Melanie Klein, Love, Guilt and Reparation.
Three nights before his death, . . .
Martin Gregor-Dellin, Richard Wagner: His Life, His Work, His Century.
Almost poetically, . . .
Peter Gay, Freud: A Life for Our Time.
. . . he dreamed of meeting . . .
Martin Gregor-Dellin, Richard Wagner: His Life, His Work, His Century.
. . . his mother . . .
Richard Wagner, Parsifal.
. . . looking young and attractive and altogether unlike his early recollections of her.
Martin Gregor-Dellin, Richard Wagner: His Life, His Work, His Century.
Yet again the occasion for the dream was a real event. The day before . . .
Sigmund Freud, The Interpretation of Dreams.
. . . he had received . . .
Charles Dickens, The Old Curiosity Shop.
. . . a photograph of his mother as a young woman. He looked at it, long and closely, remarking in a scarcely audible tone: "Fantastic!" Was this the bond of trust and the sense of "I" connecting mother and newborn, old man and "Ultimate Other"?
Lawrence J. Friedman, Identity's Architect: A Biography of Erik H. Erikson.

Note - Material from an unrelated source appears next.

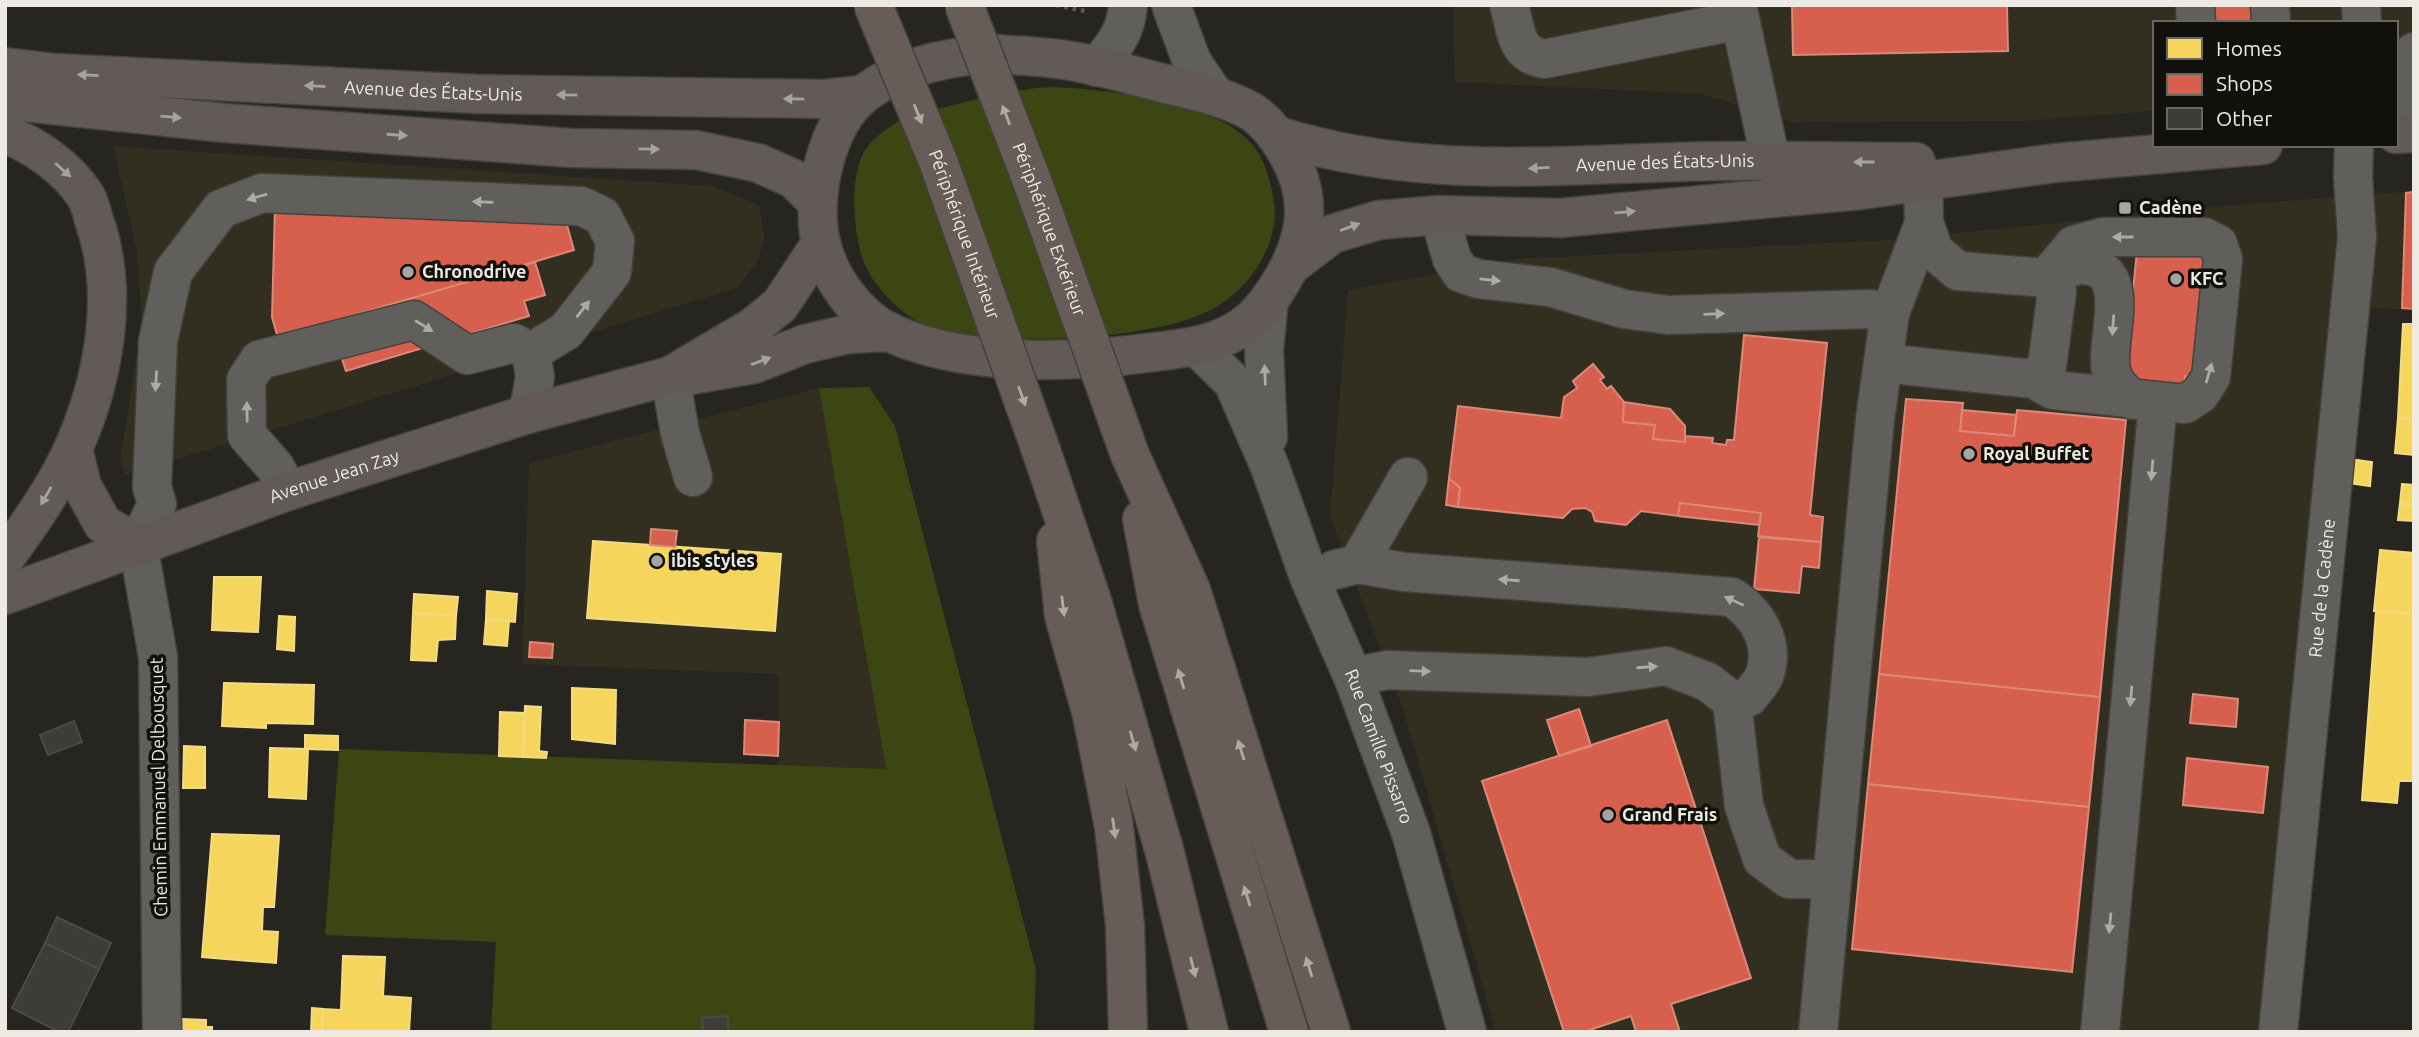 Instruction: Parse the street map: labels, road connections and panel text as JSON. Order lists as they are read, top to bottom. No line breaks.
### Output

Everything in the sphere of this first attachment to the mother seemed to me so difficult to grasp in analysis—so grey with age and shadowy and almost impossible to revivify—that it was as if it has succumbed to an especially inexorable repression.
Sigmund Freud, Female Sexuality.
Later in life, it became quite difficult for me to recapture how deeply attached I must have been to . . .
Sophie Freud, My Three Mothers and Other Passions.
. . . my mother, . . .
William Shakespeare, Romeo and Juliet.
. . . but I have numerous childhood photographs in which I melt into her body, while she, always beautifully dressed, stares into the camera. I continue to feel anguish, puzzlement and guilt about my frozen feelings toward this . . .
Sophie Freud, My Three Mothers and Other Passions.
. . . mother . . .
Gloria Vanderbilt, A Mother’s Story.
. . . who seems to have loved me so much. This relationship has set the stage for my constant yearning to be intensely loved, while I remain terrified of the costs should this ever really happen.
Sophie Freud, My Three Mothers and Other Passions.
Of late I have been increasingly able to catch, if I listen attentively, the sound of the sobs . . . which broke out only when I found myself alone with Mamma. Actually, their echo . . .
Marcel Proust, Remembrance of Things Past.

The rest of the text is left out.